In “Ce que nous voyons, ce qui nous regarde” (“What We See Looks Back at Us”), Georges Didi-Huberman invites us to alter or dislocate our gaze when contemplating a work of art in order that we may experience that which is not visible. In a work of art, we might perceive something that draws our gaze, something that causes the depletion of everything we hold true about the object, something that may allow us to access a space wherein invention and creation thrive.
The lines and strokes that comprise the basic shapes assimilate empty space. The intervals which are revealed by the pencil strokes and the colored shadings lead to the disfiguration of the figurative, causing the shapes to merge and overlap and, ultimately, to lose their contours entirely. The difference between her drawings and her collages may be likened to the diastolic and systolic phases undergone by the heart. Whereas her drawings convey a sense of amplitude and expansion, her collages convey altogether different and more constricted gestures and times.

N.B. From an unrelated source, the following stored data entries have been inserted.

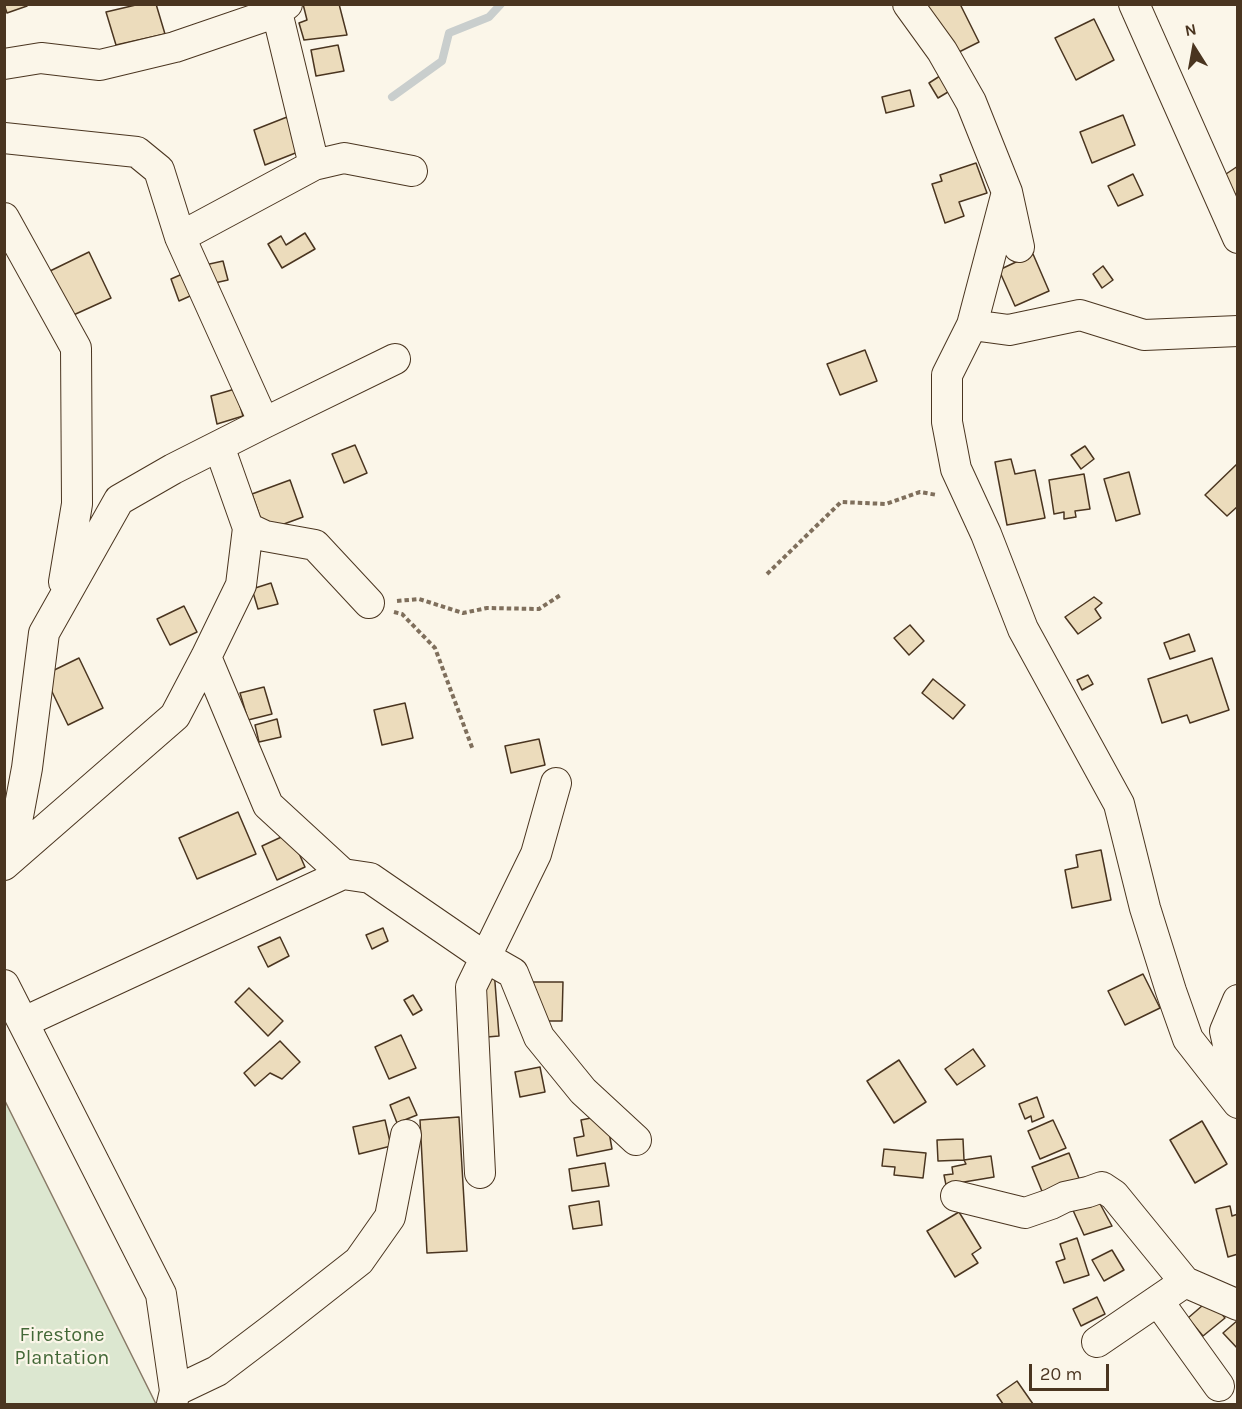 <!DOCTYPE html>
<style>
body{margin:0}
#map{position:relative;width:1242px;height:1409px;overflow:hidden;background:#fbf6e9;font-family:Karla,sans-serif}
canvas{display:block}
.frame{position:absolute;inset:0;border:6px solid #4a3520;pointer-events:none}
.north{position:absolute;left:1164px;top:18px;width:60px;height:60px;-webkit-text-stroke:4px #fbf6e9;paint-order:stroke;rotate:349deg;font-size:16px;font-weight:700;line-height:24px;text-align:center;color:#4a3520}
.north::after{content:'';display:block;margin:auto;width:21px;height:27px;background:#4a3520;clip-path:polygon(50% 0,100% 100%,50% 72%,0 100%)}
.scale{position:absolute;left:1029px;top:1364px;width:80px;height:27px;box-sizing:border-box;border:3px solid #4a3520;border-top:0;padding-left:8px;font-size:18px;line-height:21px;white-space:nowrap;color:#4a3520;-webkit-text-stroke:4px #fbf6e9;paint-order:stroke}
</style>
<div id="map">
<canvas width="1242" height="1409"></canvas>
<div class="frame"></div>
<div class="north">N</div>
<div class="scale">20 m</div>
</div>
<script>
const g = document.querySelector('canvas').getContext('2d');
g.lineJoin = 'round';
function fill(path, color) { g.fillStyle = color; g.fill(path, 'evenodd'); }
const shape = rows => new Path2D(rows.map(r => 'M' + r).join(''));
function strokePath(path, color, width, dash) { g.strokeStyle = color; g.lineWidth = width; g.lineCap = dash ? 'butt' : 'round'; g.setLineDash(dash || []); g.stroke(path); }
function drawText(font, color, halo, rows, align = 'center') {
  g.font = font + ' Karla,sans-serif'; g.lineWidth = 4.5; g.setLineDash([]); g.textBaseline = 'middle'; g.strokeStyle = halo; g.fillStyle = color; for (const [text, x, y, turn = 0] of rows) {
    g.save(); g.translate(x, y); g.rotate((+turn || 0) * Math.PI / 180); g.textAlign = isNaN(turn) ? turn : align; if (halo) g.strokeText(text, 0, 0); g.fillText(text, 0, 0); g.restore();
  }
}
const green = shape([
 [4,1101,5,1101,156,1404,5,1404,4,1101]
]);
const stream = shape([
 [392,97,442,61,449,33,489,17,501,4]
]);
const building = shape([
 [4,4,26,4,27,6,7,13,4,4],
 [140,4,156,4,165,34,116,45,106,12,140,4],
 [303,4,339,4,347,35,304,40,299,23,307,20,303,4],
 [926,4,960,4,979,42,953,55,926,4],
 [1094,19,1114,60,1076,80,1055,38,1094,19],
 [338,45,344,71,316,76,311,50,338,45],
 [943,74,953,89,938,98,929,83,943,74],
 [910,90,914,106,886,113,882,97,910,90],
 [1123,115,1135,145,1092,163,1080,132,1123,115],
 [287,117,298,152,265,165,254,130,287,117],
 [976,163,987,193,959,202,964,216,945,223,932,184,942,181,940,175,976,163],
 [1238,166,1238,196,1237,197,1223,176,1238,166],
 [1133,174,1143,195,1118,206,1108,186,1133,174],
 [305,233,315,249,282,268,268,244,281,236,286,245,305,233],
 [89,252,111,298,69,317,48,272,89,252],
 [1033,254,1049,291,1015,306,999,270,1033,254],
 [223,261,228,280,210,284,205,265,223,261],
 [1103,266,1113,280,1102,288,1093,274,1103,266],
 [189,271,199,292,179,301,171,279,189,271],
 [865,350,877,381,840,395,827,364,865,350],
 [235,389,243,416,217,424,211,396,235,389],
 [355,445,367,473,344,483,332,454,355,445],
 [1085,446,1094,459,1081,469,1071,455,1085,446],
 [1011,459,1015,474,1035,470,1045,518,1007,525,995,462,1011,459],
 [1238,463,1238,506,1227,516,1205,495,1238,463],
 [1129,472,1140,514,1116,521,1104,479,1129,472],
 [1084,474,1090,509,1075,511,1076,517,1064,519,1064,512,1054,514,1049,480,1084,474],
 [290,480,303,517,265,531,252,494,290,480],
 [271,583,278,604,258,609,252,589,271,583],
 [1094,597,1102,603,1095,609,1101,618,1078,634,1065,617,1094,597],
 [184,606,197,632,170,645,157,619,184,606],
 [910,625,924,641,909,655,894,638,910,625],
 [1189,634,1195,651,1170,659,1164,643,1189,634],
 [79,658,103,708,68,725,44,675,79,658],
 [1212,658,1229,710,1190,723,1187,715,1162,723,1148,679,1212,658],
 [1088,675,1093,684,1082,690,1077,680,1088,675],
 [933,679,965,705,953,719,922,693,933,679],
 [264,687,272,714,248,720,240,693,264,687],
 [405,703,413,738,382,745,374,710,405,703],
 [277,719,281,737,259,742,255,725,277,719],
 [539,739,545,765,511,773,505,746,539,739],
 [238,812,256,854,197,879,179,838,238,812],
 [290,833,305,867,277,880,262,846,290,833],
 [1101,850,1111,900,1072,908,1065,870,1078,867,1076,855,1101,850],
 [383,928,388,941,372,949,366,935,383,928],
 [280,937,289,956,268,967,258,947,280,937],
 [494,969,499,1036,475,1038,471,971,494,969],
 [1143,974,1160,1008,1125,1025,1108,991,1143,974],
 [532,982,563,982,562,1021,534,1021,532,982],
 [249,988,283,1021,268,1036,235,1002,249,988],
 [413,995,422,1010,413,1015,404,1000,413,995],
 [401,1035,416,1068,389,1079,375,1047,401,1035],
 [280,1041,300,1062,282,1079,270,1073,255,1086,244,1073,280,1041],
 [973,1049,985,1066,957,1085,945,1069,973,1049],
 [899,1060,926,1102,894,1123,867,1081,899,1060],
 [540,1067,545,1092,520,1097,515,1072,540,1067],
 [409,1097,417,1115,397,1123,390,1105,409,1097],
 [1037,1097,1044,1117,1032,1122,1031,1116,1025,1119,1019,1104,1037,1097],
 [606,1115,612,1149,577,1156,574,1138,584,1136,581,1120,606,1115],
 [459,1117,467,1251,427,1253,420,1120,459,1117],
 [385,1120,391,1146,359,1154,353,1127,385,1120],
 [1053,1120,1066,1148,1040,1159,1028,1131,1053,1120],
 [1202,1121,1227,1164,1195,1183,1170,1140,1202,1121],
 [963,1139,964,1160,938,1161,937,1140,963,1139],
 [884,1149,926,1153,923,1178,894,1175,895,1167,882,1166,884,1149],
 [1069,1153,1082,1186,1046,1201,1032,1167,1069,1153],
 [991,1156,994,1177,946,1185,944,1175,953,1174,952,1167,966,1164,964,1160,991,1156],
 [605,1163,609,1186,572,1191,569,1169,605,1163],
 [1098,1200,1112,1226,1084,1235,1072,1208,1098,1200],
 [599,1201,602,1225,573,1229,569,1206,599,1201],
 [1230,1206,1232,1216,1238,1214,1238,1254,1228,1257,1216,1209,1230,1206],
 [959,1212,981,1248,972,1254,978,1263,955,1277,927,1231,959,1212],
 [1077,1238,1089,1275,1064,1283,1056,1262,1065,1259,1060,1244,1077,1238],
 [1112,1250,1124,1270,1104,1281,1092,1260,1112,1250],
 [1097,1297,1105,1314,1081,1326,1073,1309,1097,1297],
 [1210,1299,1225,1318,1203,1336,1188,1318,1210,1299],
 [1238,1320,1238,1349,1223,1333,1238,1320],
 [1017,1381,1033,1404,1003,1404,997,1395,1017,1381]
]);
const path = shape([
 [767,574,841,502,886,504,920,492,937,495],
 [397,601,419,599,463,613,487,608,539,609,562,594],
 [394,612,402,614,435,648,473,750]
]);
const minor = shape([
 [908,4,942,51,971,102,1007,192,1019,247],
 [1134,4,1238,238],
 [277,12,314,165],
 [4,64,41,58,100,65,175,47,277,12,287,4],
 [4,138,137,152,159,170,180,237,264,423],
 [1007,192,972,325,947,375,947,422,956,469,986,534,1023,629,1119,804,1145,908,1171,991,1188,1039,1238,1103],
 [4,218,76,348,77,504,64,582],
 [180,237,314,165,344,158,412,171],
 [972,325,1009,330,1080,315,1144,335,1238,331],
 [248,528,265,536,315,545,369,603],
 [206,657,268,805,343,874],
 [10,859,27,768,44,633,119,500,173,469,264,423,395,359],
 [4,865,175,716,206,657,241,585,248,528,219,446],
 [4,985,161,1294,175,1391,172,1404],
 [1238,1000,1225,1031,1238,1090],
 [24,1022,343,874,370,878,485,957,513,973,539,1037,583,1091,636,1140],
 [480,1173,471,987,536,854,556,783],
 [956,1196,1025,1213,1051,1204,1065,1197,1088,1192,1102,1187,1114,1195,1185,1282,1238,1305],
 [1158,1301,1219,1386],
 [1097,1342,1185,1282],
 [175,1391,217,1371,275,1327,359,1261,390,1217,406,1135]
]);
const parkNames = [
 ["Firestone",62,1335],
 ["Plantation",62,1358]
];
fill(green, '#dce7d0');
strokePath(green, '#887966', 1.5);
strokePath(stream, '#c9cecd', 8);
fill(building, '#ecdcbc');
strokePath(building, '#4a3520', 1.5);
strokePath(minor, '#4a3520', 32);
strokePath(path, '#7f6f5c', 4, [4.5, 3]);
strokePath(minor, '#fbf6e9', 30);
drawText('20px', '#436837', '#fbf6e9', parkNames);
</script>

Her work can’t be easily pinned down: it occupies a hybrid and unclassifiable dimension. The colors that fill the empty spaces lend her pieces a rather pictorial quality. Her use of living or pulsating materials (colored pencils) allows the artist – by creating a welter of sensuousness – to establish the rudiments of an aesthetics and an ethics, observed in drawings like “Blue Sultry Weather” [O mormaço e o azul]: an opening in the spaces created by the dialectical interaction between colors and natural phenomena. Whereas in other pieces, such as “Unbounded Wave” [Onda solta], which borrows its title from a passage in play written by Chico Buarque, the artist attempts to evoke the sinuous movements of certain ghostly apparitions.

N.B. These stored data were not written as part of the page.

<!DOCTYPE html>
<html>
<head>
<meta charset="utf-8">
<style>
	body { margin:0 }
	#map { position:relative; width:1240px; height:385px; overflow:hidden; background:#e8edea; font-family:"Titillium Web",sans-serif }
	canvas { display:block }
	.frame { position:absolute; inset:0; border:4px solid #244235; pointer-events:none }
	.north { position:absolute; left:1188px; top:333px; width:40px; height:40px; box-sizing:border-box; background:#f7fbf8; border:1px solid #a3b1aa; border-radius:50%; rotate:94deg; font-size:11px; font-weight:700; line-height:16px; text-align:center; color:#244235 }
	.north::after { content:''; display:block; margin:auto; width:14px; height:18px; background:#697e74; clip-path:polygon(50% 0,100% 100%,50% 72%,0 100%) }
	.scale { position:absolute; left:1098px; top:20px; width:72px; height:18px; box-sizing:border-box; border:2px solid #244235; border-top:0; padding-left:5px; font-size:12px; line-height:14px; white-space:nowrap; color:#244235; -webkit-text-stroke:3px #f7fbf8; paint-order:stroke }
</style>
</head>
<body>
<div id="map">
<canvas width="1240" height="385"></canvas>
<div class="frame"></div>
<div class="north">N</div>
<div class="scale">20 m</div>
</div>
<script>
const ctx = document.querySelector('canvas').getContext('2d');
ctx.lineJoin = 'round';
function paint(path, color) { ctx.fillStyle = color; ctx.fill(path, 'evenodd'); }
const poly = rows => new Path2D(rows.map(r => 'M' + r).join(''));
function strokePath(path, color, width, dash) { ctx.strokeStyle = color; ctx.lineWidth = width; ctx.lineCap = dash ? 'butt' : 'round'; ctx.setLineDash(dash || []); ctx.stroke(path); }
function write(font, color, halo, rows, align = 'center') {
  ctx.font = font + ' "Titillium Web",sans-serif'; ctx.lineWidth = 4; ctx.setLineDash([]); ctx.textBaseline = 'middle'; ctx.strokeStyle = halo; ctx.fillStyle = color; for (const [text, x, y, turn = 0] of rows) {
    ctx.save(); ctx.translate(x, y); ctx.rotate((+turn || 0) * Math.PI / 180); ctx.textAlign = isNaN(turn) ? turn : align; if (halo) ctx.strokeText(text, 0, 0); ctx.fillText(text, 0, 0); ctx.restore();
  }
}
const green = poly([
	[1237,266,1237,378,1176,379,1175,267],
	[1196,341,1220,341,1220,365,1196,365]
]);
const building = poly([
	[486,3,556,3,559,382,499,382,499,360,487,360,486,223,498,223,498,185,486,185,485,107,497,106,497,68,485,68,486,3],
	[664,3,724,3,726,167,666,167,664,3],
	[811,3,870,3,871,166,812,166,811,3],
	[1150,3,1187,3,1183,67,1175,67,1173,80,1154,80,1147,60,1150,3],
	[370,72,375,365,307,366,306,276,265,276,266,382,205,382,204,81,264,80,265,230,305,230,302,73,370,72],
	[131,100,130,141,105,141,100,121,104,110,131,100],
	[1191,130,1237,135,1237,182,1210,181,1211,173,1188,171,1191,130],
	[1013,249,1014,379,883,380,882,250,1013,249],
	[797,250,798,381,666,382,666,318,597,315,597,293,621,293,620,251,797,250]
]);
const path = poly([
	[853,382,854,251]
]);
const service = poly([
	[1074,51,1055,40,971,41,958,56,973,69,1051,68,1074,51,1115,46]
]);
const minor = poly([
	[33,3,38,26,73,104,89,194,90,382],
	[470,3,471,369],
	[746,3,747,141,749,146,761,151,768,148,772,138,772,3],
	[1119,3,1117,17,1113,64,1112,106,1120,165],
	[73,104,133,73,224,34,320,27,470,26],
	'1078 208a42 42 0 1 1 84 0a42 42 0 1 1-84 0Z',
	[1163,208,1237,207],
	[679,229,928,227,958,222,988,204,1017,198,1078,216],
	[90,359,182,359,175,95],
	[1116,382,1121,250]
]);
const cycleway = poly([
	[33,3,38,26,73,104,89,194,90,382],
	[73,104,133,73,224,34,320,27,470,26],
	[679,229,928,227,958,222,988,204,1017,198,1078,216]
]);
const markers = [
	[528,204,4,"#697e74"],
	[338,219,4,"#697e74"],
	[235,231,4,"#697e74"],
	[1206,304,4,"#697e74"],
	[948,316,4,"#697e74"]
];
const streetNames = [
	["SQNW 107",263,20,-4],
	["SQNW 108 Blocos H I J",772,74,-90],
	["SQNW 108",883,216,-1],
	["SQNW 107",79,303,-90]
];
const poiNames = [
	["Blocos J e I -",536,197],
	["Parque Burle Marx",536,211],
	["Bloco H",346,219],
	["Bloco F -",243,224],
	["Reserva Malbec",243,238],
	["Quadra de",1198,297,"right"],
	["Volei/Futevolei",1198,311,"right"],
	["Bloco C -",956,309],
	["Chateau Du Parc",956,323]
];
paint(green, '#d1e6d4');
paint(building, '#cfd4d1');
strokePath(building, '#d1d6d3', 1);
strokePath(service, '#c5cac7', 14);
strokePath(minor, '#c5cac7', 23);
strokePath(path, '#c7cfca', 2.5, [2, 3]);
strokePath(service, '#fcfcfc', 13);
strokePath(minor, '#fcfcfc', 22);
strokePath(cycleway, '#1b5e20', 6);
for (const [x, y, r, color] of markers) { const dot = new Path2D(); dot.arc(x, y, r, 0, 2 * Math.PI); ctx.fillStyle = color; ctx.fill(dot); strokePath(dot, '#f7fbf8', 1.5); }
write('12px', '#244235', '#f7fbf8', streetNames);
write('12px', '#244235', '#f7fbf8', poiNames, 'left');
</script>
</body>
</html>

Marcia de Moraes draws on a diversity of references: the natural environment, a song, a poem, or works by other artists, e.g. in “Highs and Lows after Louise” [Altos e baixos after Louise], a tribute to Louise Bourgeois. Her works fold and unfold upon themselves, they duplicate themselves and they combine distinct discourses into a labyrinthine construct which gives a voice to that which is inanimate. A continuous irradiation pervades her collages, composed of drawing cutouts, combining uncanniness and refined irony, which are also present in the titles of works such as “Octopus”, “It was full, it spilled” [Tava cheio, vazou], “Up and downs”, “Tropical Hoops” [Argolas Tropicais], “Snooker” [Sinuca]. The names themselves serve to undermine language, they play around with the ambiguities and circularities of life: in some of her works, the “Hoops”, the “Carrousels”, the “Strips”, which are alluded to in the titles and are represented in the pieces themselves, impart a sense of uncertainty to the very act of naming, revealing a somewhat delirious process by which she seeks to capture the unsayable, the unnamable, the real, the single and final point into which all meaning flows or drains.
With her profanations, Marcia de Moraes boldly exhausts every layer of meaning down to the very bones of things, creating a corporeal geography of her own – merging nature and culture, botany and poetry –
a corporeal geography whose furrows and grooves sketch out improbable horizons.
A hurricane or a storm can lead to convulsive derivations of affection, such as in “Rain-tears” [Chuva choro], a piece in which form, color and content interact seamlessly, creating layers of actions and reflections between the vertigo of the sensible and the liquid resonance of nature. Certain elements recur throughout the pieces, giving rise to a personal cartography of sorts: an open-ended map with no definite locations, an answer to a reality which contains the uncanniness required for the creation of something, anything, and in which the irrepresentable and the unthinkable might somehow manifest themselves visually.
“Ecstasy” [Êxtase]– a work whose elements are at once connective and separative – is composed of images that adumbrate the birth of things: they reflect a vertiginous experience; they give us a sense of interpretative bafflement. These shapes, however, are steeped in meaning, and yet they remain, to some extent, inaccessible or unassimilable. Based on the “Ecstasy of Saint Teresa” by Bernini, which depicts the impulse-driven body inscribed by language, the work attempts to communicate the convulsions of femininity. Furthermore, Moraes’s inherently penetrative works are also pervaded by a certain edgy, serpentine and dance-like flow – reminiscent of the works of Loie Fuller (an actress and dancer who visually renders movements and gestures by using long, flowing silk costumes) – with its decomposed curves and its foldings and unfoldings, thus forging a direct connection between image and thought and drawing on a particular understanding of things which allows her to articulate the visible with the invisible.
The works featured in this intimate exhibition – displayed in what used to be a bank vault – allows us, in a sense, to experience the living cadence so characteristic of femininity, much like a Hilda Hilst poem:
Why can’t I sprinkle a little innocence and poetry
on bones, blood, flesh, now
and all that lies within us which will one day
become ugly and deformed
To touch a body – its architecture, its landscapes: excerpts from a life written in the abyss.